Canada cannot become a clean-energy superpower because modern energy power comes from manufacturing and technological dominance, not electricity production. That path belongs to China, the United States, and the European Union—not to a nation of 40 million with limited industrial depth.
When both stories collapse, the entire superpower dream dissolves.
This is a good thing. Once we stop believing we are destined for superpower status, we can finally begin the real work of shaping a serious industrial strategy—one aligned with our strengths, our scale, and the actual structure of the 21st-century economy.
What Canada Can Become
Abandoning the superpower myth does not mean abandoning ambition. It means trading fantasy for strategy.
Canada can be prosperous in the clean-energy world. But our path is different from the path of superpowers.
We can build one of the world’s cleanest, most reliable electricity systems, an enormous competitive advantage for domestic industry. We can electrify transportation, buildings, and heavy industry, reducing costs and improving resilience. We can develop competitive niches in the global supply chain: critical minerals processing, battery components, carbon-free steel and aluminum, advanced geothermal, advanced materials manufacturing using bitumen as the feedstock, carbon management technologies, and advanced nuclear engineering.
We can nurture world-class research ecosystems in artificial intelligence, energy systems modeling, material science, and industrial automation, areas where Canadian talent already excels.We can modernize our grids, accelerate permitting, and reduce the chronic delays that prevent clean energy projects from being built. We can design a regulatory and fiscal environment that attracts investment rather than repelling it.
None of this requires us to be an energy superpower.

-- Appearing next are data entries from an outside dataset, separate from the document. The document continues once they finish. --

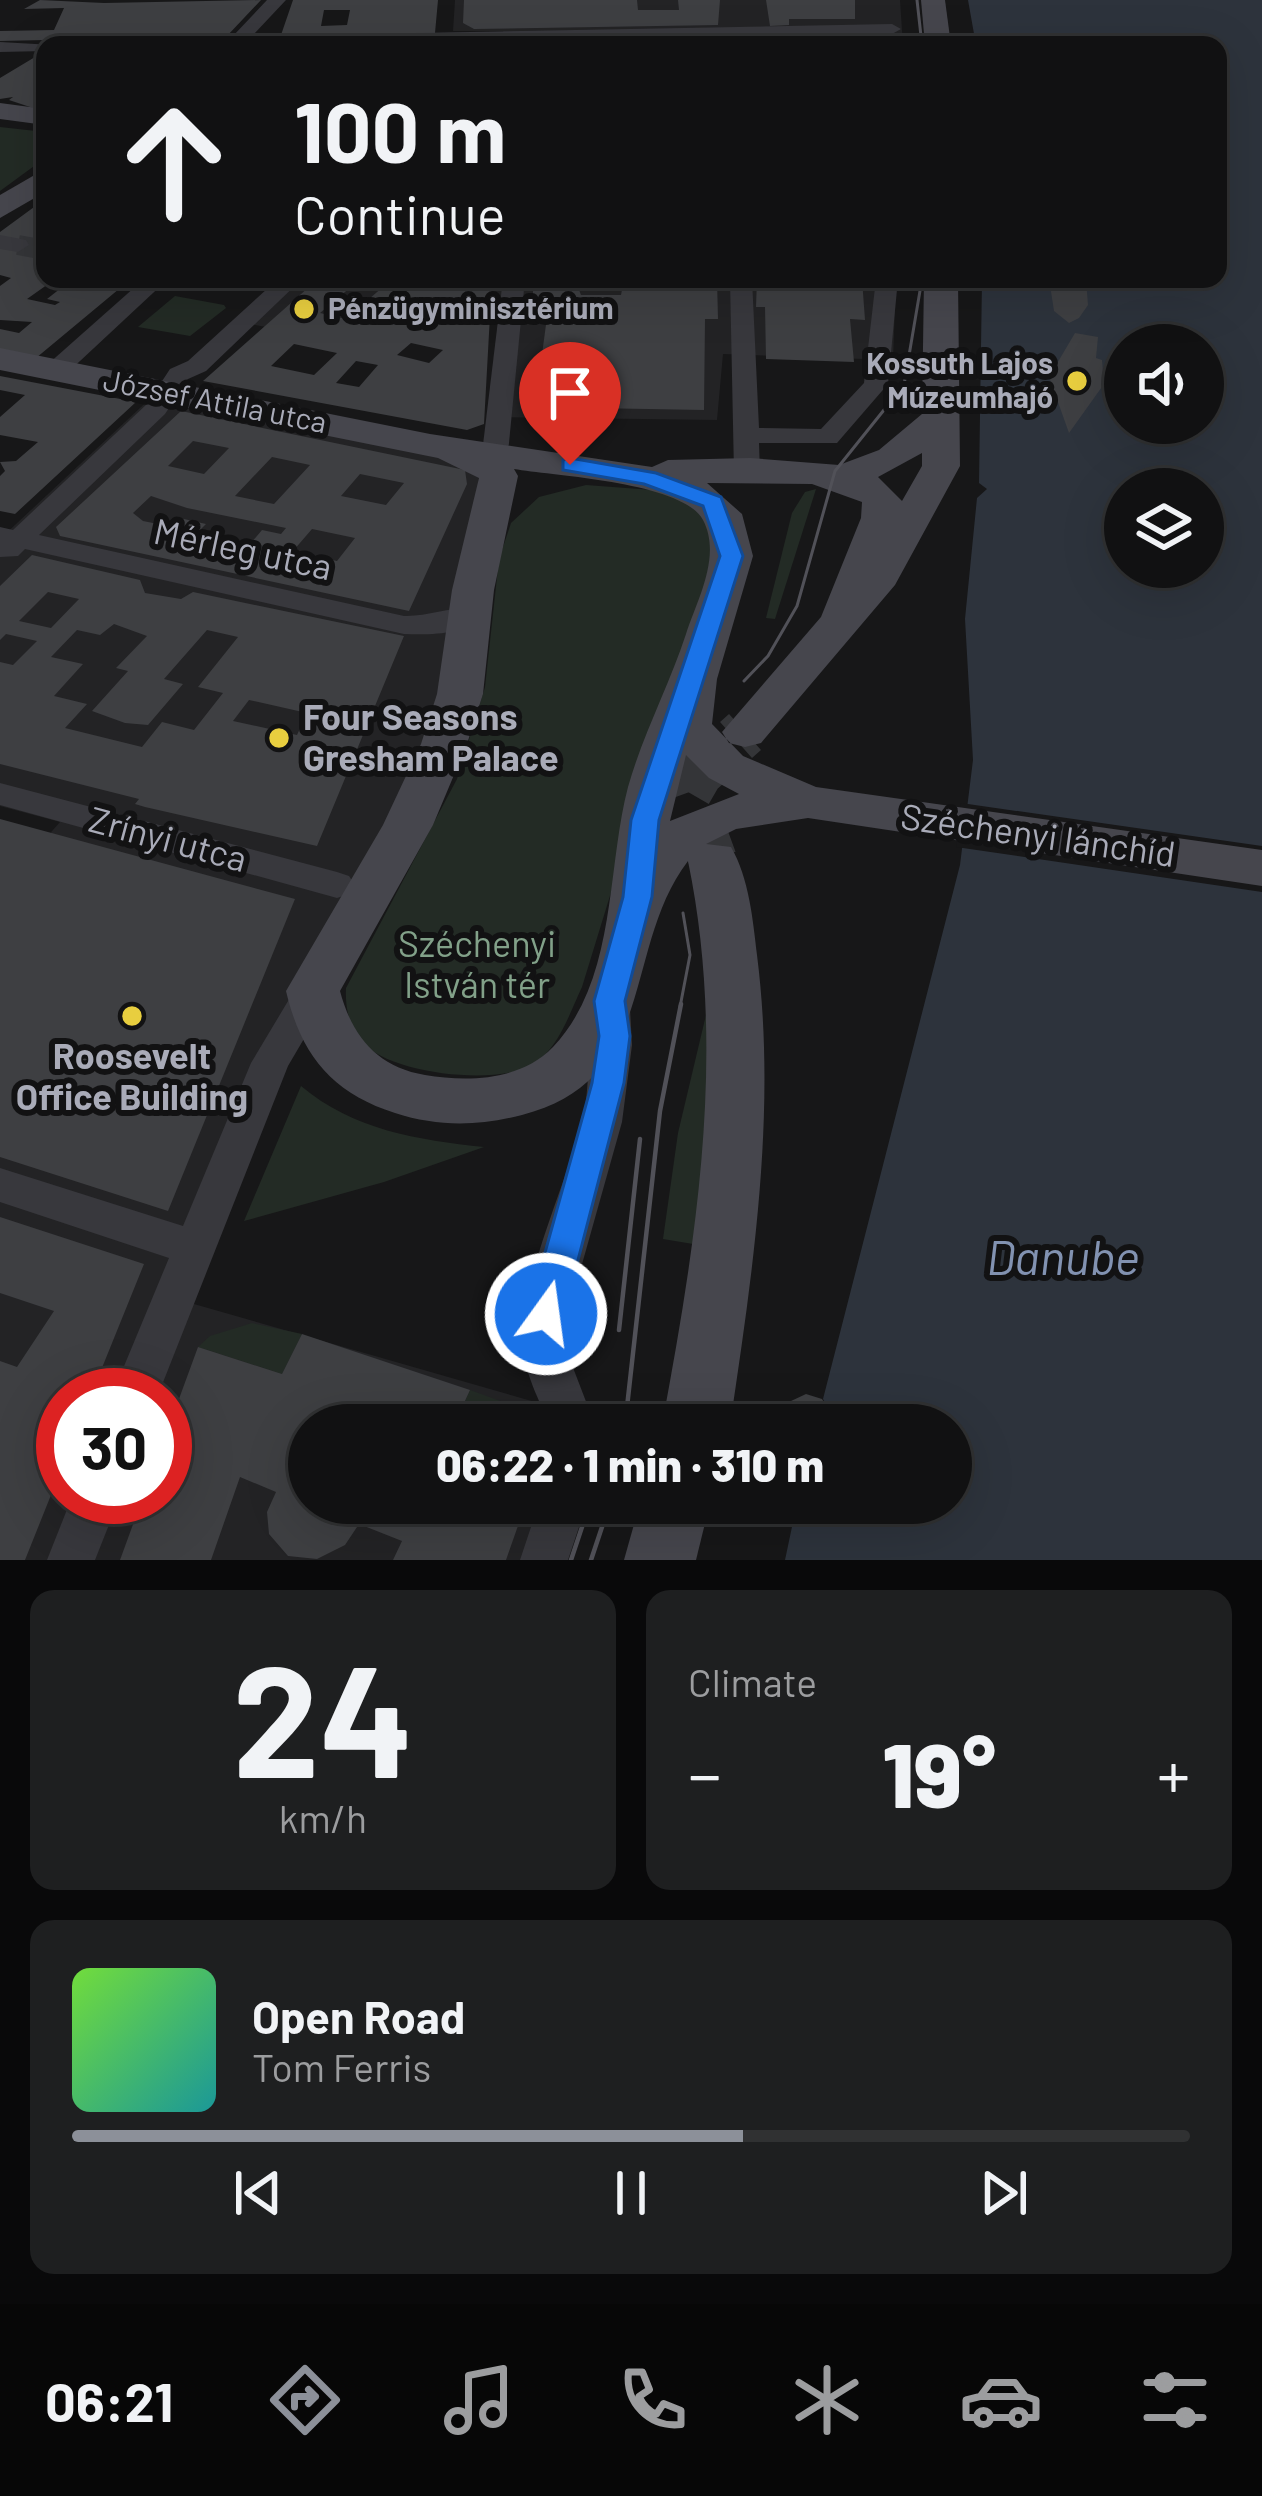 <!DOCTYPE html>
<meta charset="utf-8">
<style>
body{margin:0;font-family:Barlow,sans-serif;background:#1e1f20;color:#f1f3f6;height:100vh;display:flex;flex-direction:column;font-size:45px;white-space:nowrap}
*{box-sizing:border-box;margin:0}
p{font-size:39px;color:#9c9d9f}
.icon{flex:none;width:66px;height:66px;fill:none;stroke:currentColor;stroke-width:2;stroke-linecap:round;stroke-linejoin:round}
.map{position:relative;height:1560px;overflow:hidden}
.details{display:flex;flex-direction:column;gap:30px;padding:30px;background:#09090a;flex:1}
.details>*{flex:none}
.banner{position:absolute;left:36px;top:36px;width:1191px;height:252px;border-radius:24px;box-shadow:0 12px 48px #0002,0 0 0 3px #303132;background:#111112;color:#f1f3f6;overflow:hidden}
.fabs{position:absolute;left:1104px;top:324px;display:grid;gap:24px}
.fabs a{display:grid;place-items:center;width:120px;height:120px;border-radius:50%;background:#111112;box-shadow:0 12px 48px #0002,0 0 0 3px #303132;font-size:60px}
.speed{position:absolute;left:36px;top:1368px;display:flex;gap:24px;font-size:60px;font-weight:700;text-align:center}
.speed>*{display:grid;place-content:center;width:156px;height:156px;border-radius:50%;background:#111112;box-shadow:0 12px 48px #0002,0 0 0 3px #303132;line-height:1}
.speed .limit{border:18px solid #d22;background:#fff;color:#111}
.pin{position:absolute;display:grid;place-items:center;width:102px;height:102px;color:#fff;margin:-123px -51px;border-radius:50% 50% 50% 0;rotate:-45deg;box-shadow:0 0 12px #0007}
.pin .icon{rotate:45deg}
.me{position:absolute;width:132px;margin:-66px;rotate:14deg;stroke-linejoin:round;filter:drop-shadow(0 0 9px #0008)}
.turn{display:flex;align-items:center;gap:42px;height:252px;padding:0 60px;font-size:54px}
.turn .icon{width:156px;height:156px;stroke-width:2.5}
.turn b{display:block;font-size:84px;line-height:102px}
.big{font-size:90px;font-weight:800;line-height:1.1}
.details .card{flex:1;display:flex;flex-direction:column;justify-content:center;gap:18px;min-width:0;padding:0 42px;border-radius:24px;background:#1e1f20}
.details .dial{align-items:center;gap:0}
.dial b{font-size:156px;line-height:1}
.song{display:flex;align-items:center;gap:36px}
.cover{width:144px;height:144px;border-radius:18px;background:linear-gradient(135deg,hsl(100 70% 55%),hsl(180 70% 35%))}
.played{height:12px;border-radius:6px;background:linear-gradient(90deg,#8c9099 60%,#303132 60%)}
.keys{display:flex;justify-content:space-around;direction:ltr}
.heat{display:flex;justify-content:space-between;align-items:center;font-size:66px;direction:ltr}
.details .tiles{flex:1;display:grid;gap:30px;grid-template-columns:1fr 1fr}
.card:last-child{grid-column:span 2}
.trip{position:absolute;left:288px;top:1404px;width:684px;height:120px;border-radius:60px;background:#111112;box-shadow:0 12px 48px #0002,0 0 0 3px #303132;font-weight:800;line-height:120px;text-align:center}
.dock{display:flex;height:192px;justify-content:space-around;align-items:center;background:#070707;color:#9c9d9f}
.dock .icon{width:84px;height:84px}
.dock .current{color:#8c9099}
.dock b{font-size:54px;color:#f1f3f6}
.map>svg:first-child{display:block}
</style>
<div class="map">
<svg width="1262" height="1560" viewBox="0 0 1262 1560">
<rect width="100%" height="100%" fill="#171718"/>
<g fill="#232325" fill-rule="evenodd">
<polygon points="455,0 900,0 903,45 504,45 503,31 453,31"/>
<polygon points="296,279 896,279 893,360 723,354 717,420 496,417 501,309 402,289 369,347 250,324"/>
<path d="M156 393 481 458 465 613 443 727 166 1296 542 1404 548 1425H309V1503H541L522 1560H0V890L60 822 0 806V539ZM63 1395H165V1497H63Z"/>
</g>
<g fill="#232b25">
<polygon points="0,127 45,132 45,158 0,191"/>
<polygon points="175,296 224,305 226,308 190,336 138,327"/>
<path d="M586 485 666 491 706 513 717 547 582 987C569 1014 559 1049 532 1065 496 1086 388 1074 361 1041 349 1026 345 1007 346 988L457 779 485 687 499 559 511 523 539 497Z"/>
<polygon points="816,489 775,619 766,618 792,513 805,492"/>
<polygon points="715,977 699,1245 663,1239 678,1133"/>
<path d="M301 1086C353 1130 418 1140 484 1147L384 1182 244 1221Z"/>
<polygon points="252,1323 302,1334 282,1374 198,1347 210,1336"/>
<polygon points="470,1390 514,1406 537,1425 454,1425"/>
</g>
<path fill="#2d333c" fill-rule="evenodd" d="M968 0H1262V1560H785L797 1503H951V1425H828L831 1413 823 1399 960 865 973 760 965 619 977 498 987 489 979 483 982 279H1218V45H976ZM1125 345H1203V423H1125ZM1125 489H1203V567H1125Z"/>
<polygon fill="#171718" points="961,803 1262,846 1262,892 956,847"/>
<g fill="#3e3f42" fill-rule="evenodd">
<polygon points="40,0 104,3 261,0 227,36 0,41 0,31 54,30 64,8 24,9"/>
<path d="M293 0H438L435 33 281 35ZM324 10H350L347 25 321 26Z"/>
<polygon points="464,0 637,0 638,10 679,10 678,0 720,0 718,25 474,29 463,23"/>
<polygon points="766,0 855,0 855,19 789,19 789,25 770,26"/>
<polygon points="633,40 712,40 713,45 623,45"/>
<polygon points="45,51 45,112 9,100 13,97 0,99 0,78"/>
<path d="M45 199V268L35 271 45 272V279H131L36 358 0 351V329L19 333 32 322 0 320V286L11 278 0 275V232ZM51 282 79 288H61L47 299 60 302 55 305 27 299Z"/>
<path d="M318 279H492L484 424 467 430 203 381ZM358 281 384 286 346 319 320 313ZM412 303 441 309V321L401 313ZM411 343 443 350 429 363 397 355ZM294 344 337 353 314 375 271 366ZM356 361 378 365 359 387 336 383Z"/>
<polygon points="534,279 575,279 581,295 621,295 624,279 670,286 671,279 717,279 718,319 705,319 704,410 535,407 547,317 531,317"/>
<polygon points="757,279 862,279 865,320 850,319 854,362 766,359 765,307 756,307"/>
<polygon points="1049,279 1086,279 1088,305 1079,318 1069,323 1054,311"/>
<polygon points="1075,333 1098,337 1096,358 1102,360 1104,384 1069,433 1049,377"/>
<polygon points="0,376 136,402 15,514 0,511 0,476 5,471 0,462 16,461 38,442 0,435 0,417 25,395 0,390"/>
<path d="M181 411 465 470 467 484 409 611 60 536 56 527ZM193 441 229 448 204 474 168 466ZM272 457 310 465 274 504 235 496ZM360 474 404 483 386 505 341 496ZM151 496 187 508 286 528 281 534 262 530 251 543 199 531 206 524 184 519 163 525 143 521 133 513ZM312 529 355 538 337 561 293 551Z"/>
<path d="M32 555 140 580 145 593 181 599 193 592 404 636 317 846 145 807 135 804 139 799 0 764V662L13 665 37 641 6 634 0 640V586ZM48 592 79 599 51 628 19 621ZM114 624 147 636 116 668 128 671 92 711 125 723 148 725 183 684 164 679 207 630 238 637 198 687 223 693 194 730 162 722 142 747 65 728 87 704 54 696 83 664 51 657 77 630 100 635ZM249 700 307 713 297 735 233 721Z"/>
<polygon points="0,819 295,899 168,1211 0,1157"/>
<polygon points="0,1217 144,1264 91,1395 63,1395 63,1465 25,1560 0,1560 0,1361 17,1367 54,1311 0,1293"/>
<polygon points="302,1334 470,1390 454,1425 309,1425 309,1503 526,1503 506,1560 393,1560 402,1541 359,1524 345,1545 317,1559 288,1556 269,1534 267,1512 276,1492 240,1477 211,1560 120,1560 143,1497 165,1497 165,1437 198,1347 282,1374"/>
<polygon points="806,1394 822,1399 831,1413 828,1425 792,1425 787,1416 791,1401"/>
</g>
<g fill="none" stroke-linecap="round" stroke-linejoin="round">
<polyline stroke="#343538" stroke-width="20" stroke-dasharray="20 9" stroke-linecap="butt" points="18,245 45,250"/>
<polyline stroke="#343538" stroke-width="48" stroke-dasharray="48 24" stroke-linecap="butt" points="713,860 688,792 699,773 745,732"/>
<g fill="#38383d" fill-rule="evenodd">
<polygon points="267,0 286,0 252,36 892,24 901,29 892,34 70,45 79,40 232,37"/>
<polygon points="0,42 53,45 45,45 45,51 0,52"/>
<polygon points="0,235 26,240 29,245 18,252 0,249"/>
<polygon points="144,279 168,279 65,375 47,375 47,365"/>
<path d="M278 279H302L206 371 188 379 165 414 39 535 404 616C429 617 459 604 480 609L485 615C465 635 431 635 404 634L25 549 18 556 0 557V527L13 530 147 404 170 369 188 361Z"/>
<polygon points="503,279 525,279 508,453 495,461 482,453"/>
<polygon points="730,279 752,279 759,428 821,429 864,383 876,279 898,279 888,384 837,443 759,443 760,473 747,481 734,473"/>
<polygon points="0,783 337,872 349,876 355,885 349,894 337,898 0,805"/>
<polygon points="313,977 326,981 332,991 288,1066 158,1395 112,1395 169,1258 0,1202 0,1168 183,1226 251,1063 300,981"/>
<path d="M611 995 624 999 630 1009 632 1045 622 1122 568 1314 567 1352 595 1425H549C540 1401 524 1372 523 1347 520 1272 570 1182 585 1107 590 1081 588 1016 598 999Z"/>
<polygon points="72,1497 120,1497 95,1560 47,1560"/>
<polygon points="539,1503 587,1503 568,1560 520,1560"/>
</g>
<g fill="#46464d" fill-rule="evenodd">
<polygon points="921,0 945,0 951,45 925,45"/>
<polygon points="0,103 45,109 45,125 0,119"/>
<polygon points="45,169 45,192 0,218 0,195"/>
<path d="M924 279H958L960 466 895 585 761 743 745 747 729 743 722 732 821 617 861 518 862 502 812 484 707 483 742 514 753 556 717 679 712 724 743 756 816 787 1262 850V886L808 818 736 829 706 844 731 847C749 878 753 920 757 955 777 1112 753 1270 730 1425H662C697 1237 727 1050 688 861 621 949 660 1079 522 1115 479 1126 438 1127 395 1113 332 1093 301 1055 286 991L383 825 421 744 437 694 452 590 479 478 438 458 0 370V348L430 434 652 467 668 460 750 458 839 465 879 450 922 414ZM922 453V466L902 501 878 477ZM514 469C555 476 683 482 703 520 722 556 697 600 686 634 669 686 643 734 628 787 606 871 617 979 553 1047 520 1081 468 1082 425 1075 377 1067 352 1036 340 991L433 825 467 744 483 694 494 590 518 476ZM686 755 709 778 739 794 670 821Z"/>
<polygon points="640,1503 710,1503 696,1560 624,1560"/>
</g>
<g stroke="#515158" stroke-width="3">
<polyline points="917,0 922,45"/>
<polyline points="744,681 768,656 797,606 835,471 904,385 922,279"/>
<polyline points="680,1007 690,955 683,913"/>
</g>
<g stroke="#515158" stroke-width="4.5">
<polyline points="619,1330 640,1139"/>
<polyline points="625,1425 660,1111 681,1004"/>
<polyline points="571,1560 590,1503"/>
<polyline points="591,1560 610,1503"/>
</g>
</g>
<polygon fill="#1a73e8" stroke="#114b97" stroke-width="3" points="570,458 656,473 721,497 743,556 659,820 652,897 625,1001 630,1036 624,1083 564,1314 559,1325 546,1330 533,1325 528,1314 592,1083 599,1036 594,1001 623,897 631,820 720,556 703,506 644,484 563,470 563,460"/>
<g fill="#e8ce3f" stroke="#121213" stroke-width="4.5">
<circle cx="304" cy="309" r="12"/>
<circle cx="1077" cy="381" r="12"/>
<circle cx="279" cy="738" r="12"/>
<circle cx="132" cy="1016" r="12"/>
</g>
<g text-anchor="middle" stroke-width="12" stroke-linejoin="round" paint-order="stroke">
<g font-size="30" font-weight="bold" fill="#a9abb8" stroke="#121213" text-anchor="start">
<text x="328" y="319">Pénzügyminisztérium</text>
<text x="1053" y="374" text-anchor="end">Kossuth Lajos<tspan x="1053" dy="34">Múzeumhajó</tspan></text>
</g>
<g font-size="30" fill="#a9abb8" stroke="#121213">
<text transform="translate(215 402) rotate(11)" y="10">József Attila utca</text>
</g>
<g font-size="36" fill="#a9abb8" stroke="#121213">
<text transform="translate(243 549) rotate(12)" y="13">Mérleg utca</text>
<text transform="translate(1038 835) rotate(8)" y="13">Széchenyi lánchíd</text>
<text transform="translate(168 839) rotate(15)" y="13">Zrínyi utca</text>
</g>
<g font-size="36" font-weight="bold" fill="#a9abb8" stroke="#121213" text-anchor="start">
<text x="303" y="730">Four Seasons<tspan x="303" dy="41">Gresham Palace</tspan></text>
<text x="132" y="1069" text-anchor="middle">Roosevelt<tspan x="132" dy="41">Office Building</tspan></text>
</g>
<g font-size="36" fill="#82a189" stroke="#121213">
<text x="477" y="957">Széchenyi<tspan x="477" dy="41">István tér</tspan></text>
</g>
<g font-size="48" font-style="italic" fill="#8292b1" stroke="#121213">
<text x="1063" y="1275">Danube</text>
</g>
</g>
</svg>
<div class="fabs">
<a><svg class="icon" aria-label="sound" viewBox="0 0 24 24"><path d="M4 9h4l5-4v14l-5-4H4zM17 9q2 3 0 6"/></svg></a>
<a><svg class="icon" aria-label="layers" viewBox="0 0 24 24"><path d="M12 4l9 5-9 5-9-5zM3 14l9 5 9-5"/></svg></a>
</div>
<div class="speed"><div class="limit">30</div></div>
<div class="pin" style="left:570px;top:465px;background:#d93025"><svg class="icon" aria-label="arrive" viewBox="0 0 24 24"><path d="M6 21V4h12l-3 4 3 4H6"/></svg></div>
<svg class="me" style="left:546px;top:1314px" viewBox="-20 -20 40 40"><circle r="17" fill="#1a73e8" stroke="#fff" stroke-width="3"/><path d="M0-11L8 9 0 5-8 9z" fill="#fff"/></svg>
<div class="trip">06:22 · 1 min · 310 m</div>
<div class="banner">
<div class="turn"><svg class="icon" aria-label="ahead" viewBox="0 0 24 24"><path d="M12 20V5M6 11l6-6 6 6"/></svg><div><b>100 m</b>Continue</div></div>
</div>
</div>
<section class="details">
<div class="tiles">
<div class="card dial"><b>24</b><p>km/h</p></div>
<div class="card"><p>Climate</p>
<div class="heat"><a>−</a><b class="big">19°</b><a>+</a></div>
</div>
<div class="card">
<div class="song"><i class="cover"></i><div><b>Open Road</b><p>Tom Ferris</p></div></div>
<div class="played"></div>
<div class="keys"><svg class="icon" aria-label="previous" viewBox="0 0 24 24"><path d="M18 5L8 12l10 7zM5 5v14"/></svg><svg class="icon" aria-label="pause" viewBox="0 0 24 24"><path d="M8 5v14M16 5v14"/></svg><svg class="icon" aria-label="next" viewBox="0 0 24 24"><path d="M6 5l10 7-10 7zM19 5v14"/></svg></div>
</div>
</div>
</section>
<nav class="dock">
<b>06:21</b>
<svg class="icon current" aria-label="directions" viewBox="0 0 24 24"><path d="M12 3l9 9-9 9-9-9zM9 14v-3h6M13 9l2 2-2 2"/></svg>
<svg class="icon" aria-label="music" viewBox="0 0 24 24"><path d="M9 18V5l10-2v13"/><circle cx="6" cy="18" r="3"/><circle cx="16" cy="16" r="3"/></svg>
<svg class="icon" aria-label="phone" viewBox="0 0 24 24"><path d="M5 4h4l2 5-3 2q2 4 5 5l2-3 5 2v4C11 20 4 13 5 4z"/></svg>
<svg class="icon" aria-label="climate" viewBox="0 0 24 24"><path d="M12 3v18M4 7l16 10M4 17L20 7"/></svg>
<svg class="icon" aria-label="car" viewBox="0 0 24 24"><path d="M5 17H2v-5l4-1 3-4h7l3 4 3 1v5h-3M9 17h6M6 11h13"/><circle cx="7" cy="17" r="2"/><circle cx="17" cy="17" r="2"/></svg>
<svg class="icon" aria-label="filters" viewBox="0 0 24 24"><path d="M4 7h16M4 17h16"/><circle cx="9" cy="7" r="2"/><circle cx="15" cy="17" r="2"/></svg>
</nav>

It requires us to be smart, decisive, and aligned with reality. The countries that thrive in a disrupted energy system are not the ones that cling to outdated stories about their place in the world. They are the ones that recognize disruption for what it is and retool their economies accordingly.
A New Canadian Narrative
The idea that Canada is destined to become an energy superpower was always more aspiration than analysis. It confused abundance with advantage, and production with power. It misread the nature of technology, the structure of global markets, and the speed of disruption.
But Canadians are ready for a new story—one grounded in evidence, imagination, and a clear-eyed understanding of the future.
A story that says, we can build a prosperous, clean, modern economy. We can lead in some things, important things. We can improve the lives of Canadians and strengthen our democracy. We can partner with allies and compete globally in strategic niches. We can avoid the mistakes of the past and embrace the opportunities of the future.
But we do this by moving forward, not by blindly embracing a myth.
Canada’s opportunity is not superpower status. Our opportunity is success in a world where clean technologies win.
But we can only seize that opportunity if we stop believing a story that was wrong from the start.


I'm inclined to feel that Carney is working both sides of the issue for now. I'm pretty sure that by the time any pipeline is built, it will be obsolete, or so close to it that it will be a monumental waste. If I am correct it is abundantly clear to Carney also. That's why it'll be contingent on private funding, which is notably absent.
However, I recall from one of your podcasts, that carbon fibre production would be a far better use for our bitumen? Do you still feel that is a viable business?
I'm also concerned that we are, somewhat understandably, too tied to automotive manufacturing, in Ontario especially. The notion that we can keep going, replacing one for one all the ICE vehicles out there, cramming more and more into cities already at capacity just can't work.